* **Exercise goal**
Go through the data below and gather each line containing "check".

[Stored data]
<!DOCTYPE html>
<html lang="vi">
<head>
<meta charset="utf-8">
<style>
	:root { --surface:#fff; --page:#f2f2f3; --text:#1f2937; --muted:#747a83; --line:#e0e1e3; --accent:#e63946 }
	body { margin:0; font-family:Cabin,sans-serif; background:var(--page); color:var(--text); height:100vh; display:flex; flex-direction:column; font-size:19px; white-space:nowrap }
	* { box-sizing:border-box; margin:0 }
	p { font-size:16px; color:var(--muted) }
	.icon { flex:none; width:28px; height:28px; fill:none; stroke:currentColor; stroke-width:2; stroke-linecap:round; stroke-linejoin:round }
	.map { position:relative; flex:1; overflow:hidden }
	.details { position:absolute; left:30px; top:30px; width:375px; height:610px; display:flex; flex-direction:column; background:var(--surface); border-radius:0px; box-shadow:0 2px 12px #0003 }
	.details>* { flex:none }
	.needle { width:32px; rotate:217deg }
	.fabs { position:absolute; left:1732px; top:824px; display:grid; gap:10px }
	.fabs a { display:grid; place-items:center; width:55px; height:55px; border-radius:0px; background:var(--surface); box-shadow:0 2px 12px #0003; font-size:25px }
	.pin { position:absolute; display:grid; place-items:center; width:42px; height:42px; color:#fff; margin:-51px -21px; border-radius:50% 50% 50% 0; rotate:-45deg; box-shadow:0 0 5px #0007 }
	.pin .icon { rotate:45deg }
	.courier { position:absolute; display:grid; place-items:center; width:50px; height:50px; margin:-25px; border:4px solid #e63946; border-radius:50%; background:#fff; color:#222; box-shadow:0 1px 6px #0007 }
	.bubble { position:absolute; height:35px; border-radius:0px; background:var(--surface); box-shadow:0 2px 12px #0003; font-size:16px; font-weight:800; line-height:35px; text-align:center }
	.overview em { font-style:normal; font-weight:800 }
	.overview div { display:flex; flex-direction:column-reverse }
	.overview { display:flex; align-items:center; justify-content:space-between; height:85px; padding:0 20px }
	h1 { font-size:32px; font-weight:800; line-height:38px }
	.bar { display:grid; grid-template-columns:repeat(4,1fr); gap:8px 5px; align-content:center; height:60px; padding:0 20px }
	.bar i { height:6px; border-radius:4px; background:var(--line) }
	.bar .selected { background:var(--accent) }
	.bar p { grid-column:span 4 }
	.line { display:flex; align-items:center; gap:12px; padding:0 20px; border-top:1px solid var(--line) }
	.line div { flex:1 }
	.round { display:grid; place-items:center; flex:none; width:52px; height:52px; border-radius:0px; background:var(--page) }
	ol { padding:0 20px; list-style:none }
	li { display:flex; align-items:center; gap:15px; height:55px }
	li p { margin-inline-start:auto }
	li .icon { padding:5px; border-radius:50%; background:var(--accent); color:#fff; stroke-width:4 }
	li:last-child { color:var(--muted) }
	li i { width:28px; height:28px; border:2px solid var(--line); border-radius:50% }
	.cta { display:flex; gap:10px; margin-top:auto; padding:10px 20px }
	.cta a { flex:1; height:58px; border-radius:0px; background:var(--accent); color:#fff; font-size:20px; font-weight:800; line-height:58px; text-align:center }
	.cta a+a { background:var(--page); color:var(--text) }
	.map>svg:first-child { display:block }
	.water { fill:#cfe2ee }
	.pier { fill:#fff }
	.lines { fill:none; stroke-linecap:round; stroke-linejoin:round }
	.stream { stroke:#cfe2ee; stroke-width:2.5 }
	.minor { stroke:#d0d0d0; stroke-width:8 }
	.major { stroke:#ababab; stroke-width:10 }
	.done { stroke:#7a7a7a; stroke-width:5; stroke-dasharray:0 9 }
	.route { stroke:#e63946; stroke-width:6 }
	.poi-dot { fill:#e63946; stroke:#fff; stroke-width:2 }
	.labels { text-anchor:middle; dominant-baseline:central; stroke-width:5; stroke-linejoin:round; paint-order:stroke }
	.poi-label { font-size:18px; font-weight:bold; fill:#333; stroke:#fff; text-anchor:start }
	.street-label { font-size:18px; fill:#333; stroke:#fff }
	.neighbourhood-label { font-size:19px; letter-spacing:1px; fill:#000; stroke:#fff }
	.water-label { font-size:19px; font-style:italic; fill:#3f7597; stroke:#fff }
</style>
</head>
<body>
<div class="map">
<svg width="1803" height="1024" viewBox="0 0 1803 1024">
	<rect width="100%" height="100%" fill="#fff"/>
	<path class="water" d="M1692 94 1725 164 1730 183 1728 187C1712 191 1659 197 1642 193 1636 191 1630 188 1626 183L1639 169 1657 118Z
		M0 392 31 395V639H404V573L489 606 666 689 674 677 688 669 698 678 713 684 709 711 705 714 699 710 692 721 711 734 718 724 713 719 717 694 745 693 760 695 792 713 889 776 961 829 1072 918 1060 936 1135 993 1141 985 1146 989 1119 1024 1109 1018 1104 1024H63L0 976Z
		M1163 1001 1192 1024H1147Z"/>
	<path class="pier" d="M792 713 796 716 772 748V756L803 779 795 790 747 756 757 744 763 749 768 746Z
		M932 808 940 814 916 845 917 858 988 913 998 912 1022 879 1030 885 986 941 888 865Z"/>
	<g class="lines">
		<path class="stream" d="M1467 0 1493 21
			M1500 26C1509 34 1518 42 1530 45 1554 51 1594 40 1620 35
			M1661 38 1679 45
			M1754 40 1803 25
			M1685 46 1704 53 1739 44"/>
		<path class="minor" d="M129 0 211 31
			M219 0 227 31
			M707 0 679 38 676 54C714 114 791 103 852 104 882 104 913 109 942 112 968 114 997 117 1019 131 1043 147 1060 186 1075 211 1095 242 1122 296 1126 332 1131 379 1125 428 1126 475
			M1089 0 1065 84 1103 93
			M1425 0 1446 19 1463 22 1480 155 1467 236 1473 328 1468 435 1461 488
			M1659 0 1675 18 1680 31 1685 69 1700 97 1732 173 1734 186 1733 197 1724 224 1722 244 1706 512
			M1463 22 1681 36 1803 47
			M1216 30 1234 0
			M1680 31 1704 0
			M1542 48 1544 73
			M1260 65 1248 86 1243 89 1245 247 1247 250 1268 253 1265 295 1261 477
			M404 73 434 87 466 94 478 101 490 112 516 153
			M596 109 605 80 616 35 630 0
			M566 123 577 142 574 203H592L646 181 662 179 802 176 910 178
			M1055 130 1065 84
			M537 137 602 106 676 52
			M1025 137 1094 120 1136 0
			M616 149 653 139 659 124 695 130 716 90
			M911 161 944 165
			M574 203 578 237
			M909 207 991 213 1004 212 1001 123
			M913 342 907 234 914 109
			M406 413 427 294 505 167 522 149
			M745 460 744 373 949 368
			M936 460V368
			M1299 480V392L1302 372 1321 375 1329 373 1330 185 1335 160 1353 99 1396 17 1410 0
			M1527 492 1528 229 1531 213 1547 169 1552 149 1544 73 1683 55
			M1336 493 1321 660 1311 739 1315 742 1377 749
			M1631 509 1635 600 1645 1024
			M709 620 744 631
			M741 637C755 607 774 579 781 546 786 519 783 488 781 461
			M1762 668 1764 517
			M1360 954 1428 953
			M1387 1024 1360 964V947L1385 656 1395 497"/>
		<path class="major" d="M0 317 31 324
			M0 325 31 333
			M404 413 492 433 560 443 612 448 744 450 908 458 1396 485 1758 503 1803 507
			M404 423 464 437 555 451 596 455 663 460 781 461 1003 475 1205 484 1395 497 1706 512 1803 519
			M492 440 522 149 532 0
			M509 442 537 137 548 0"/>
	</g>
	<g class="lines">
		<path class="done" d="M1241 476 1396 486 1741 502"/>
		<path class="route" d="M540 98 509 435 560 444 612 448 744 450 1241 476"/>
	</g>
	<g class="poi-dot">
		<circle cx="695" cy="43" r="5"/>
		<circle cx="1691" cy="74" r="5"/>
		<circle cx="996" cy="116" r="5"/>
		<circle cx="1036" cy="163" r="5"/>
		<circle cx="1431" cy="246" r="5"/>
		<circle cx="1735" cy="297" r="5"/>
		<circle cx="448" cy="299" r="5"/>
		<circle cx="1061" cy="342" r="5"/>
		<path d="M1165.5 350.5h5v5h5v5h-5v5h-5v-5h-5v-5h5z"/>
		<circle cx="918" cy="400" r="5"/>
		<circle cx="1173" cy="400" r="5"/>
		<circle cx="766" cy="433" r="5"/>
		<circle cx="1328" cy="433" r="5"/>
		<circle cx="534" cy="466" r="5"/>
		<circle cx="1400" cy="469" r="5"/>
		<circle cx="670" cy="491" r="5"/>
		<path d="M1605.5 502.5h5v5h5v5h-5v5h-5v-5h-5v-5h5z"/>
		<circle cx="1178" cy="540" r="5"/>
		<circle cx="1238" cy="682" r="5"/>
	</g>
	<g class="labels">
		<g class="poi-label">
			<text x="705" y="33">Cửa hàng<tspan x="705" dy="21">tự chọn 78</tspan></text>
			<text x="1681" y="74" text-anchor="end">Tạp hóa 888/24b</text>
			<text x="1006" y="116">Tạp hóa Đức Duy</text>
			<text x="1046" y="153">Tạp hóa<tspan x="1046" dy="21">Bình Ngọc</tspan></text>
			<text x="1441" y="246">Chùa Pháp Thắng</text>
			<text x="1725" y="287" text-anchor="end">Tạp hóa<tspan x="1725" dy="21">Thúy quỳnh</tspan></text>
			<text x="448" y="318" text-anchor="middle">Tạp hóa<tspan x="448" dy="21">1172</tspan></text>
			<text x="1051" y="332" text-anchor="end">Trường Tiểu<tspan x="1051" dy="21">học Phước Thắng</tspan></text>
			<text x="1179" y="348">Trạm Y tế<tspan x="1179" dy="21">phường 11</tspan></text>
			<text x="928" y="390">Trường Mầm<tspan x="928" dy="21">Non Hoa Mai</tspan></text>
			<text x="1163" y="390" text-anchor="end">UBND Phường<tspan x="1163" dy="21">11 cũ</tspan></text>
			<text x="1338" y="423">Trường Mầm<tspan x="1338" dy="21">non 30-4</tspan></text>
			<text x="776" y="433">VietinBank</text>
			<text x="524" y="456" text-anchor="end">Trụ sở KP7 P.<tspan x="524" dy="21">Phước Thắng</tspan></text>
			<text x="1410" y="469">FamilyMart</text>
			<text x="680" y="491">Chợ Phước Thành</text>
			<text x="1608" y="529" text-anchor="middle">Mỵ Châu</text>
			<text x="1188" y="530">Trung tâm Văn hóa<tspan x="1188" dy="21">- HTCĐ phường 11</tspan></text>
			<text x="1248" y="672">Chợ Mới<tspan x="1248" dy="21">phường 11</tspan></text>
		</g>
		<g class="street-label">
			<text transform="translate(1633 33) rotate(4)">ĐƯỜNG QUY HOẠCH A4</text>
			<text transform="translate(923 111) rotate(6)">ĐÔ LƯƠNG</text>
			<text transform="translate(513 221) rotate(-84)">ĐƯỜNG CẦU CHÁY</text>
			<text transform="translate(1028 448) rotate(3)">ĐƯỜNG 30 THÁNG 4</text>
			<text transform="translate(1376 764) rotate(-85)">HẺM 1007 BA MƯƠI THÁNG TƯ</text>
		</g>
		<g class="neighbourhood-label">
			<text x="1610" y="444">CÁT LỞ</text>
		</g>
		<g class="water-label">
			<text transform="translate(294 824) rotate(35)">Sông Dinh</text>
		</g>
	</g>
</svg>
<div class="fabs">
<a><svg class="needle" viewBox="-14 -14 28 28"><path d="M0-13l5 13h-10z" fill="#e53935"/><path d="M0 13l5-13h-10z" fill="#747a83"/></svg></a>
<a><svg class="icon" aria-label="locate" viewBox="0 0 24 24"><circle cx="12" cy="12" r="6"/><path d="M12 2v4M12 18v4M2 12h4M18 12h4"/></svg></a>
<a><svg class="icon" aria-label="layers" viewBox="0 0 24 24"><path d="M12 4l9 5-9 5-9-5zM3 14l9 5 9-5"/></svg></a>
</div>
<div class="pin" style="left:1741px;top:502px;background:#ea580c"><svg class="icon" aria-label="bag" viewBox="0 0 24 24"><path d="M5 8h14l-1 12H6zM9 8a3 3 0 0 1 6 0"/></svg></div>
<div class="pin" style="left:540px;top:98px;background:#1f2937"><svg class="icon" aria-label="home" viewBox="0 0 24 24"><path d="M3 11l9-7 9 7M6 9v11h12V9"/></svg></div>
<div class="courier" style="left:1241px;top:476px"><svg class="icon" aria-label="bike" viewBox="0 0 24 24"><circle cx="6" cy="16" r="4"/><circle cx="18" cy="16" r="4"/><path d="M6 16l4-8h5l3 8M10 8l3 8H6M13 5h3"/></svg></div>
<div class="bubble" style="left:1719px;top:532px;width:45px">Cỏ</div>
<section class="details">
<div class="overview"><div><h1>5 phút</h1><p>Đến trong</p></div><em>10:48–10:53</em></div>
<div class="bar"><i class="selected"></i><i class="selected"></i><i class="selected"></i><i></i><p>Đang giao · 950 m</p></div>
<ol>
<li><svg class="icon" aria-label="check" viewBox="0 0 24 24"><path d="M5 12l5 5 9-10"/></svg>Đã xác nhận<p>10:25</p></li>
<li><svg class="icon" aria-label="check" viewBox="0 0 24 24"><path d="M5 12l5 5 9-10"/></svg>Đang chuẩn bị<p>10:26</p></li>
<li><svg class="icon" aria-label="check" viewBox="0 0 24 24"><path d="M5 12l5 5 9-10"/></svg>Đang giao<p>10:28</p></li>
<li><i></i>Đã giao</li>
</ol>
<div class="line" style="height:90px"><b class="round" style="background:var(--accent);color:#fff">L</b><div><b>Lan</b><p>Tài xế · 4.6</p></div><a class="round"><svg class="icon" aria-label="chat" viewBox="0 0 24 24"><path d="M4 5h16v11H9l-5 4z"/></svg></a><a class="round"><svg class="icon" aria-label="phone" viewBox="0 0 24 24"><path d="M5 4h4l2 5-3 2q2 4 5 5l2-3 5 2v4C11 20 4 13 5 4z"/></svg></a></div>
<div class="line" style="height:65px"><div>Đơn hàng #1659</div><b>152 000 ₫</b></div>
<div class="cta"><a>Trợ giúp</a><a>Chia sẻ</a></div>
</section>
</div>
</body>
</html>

* **Written answer**
<li><svg class="icon" aria-label="check" viewBox="0 0 24 24"><path d="M5 12l5 5 9-10"/></svg>Đã xác nhận<p>10:25</p></li>
<li><svg class="icon" aria-label="check" viewBox="0 0 24 24"><path d="M5 12l5 5 9-10"/></svg>Đang chuẩn bị<p>10:26</p></li>
<li><svg class="icon" aria-label="check" viewBox="0 0 24 24"><path d="M5 12l5 5 9-10"/></svg>Đang giao<p>10:28</p></li>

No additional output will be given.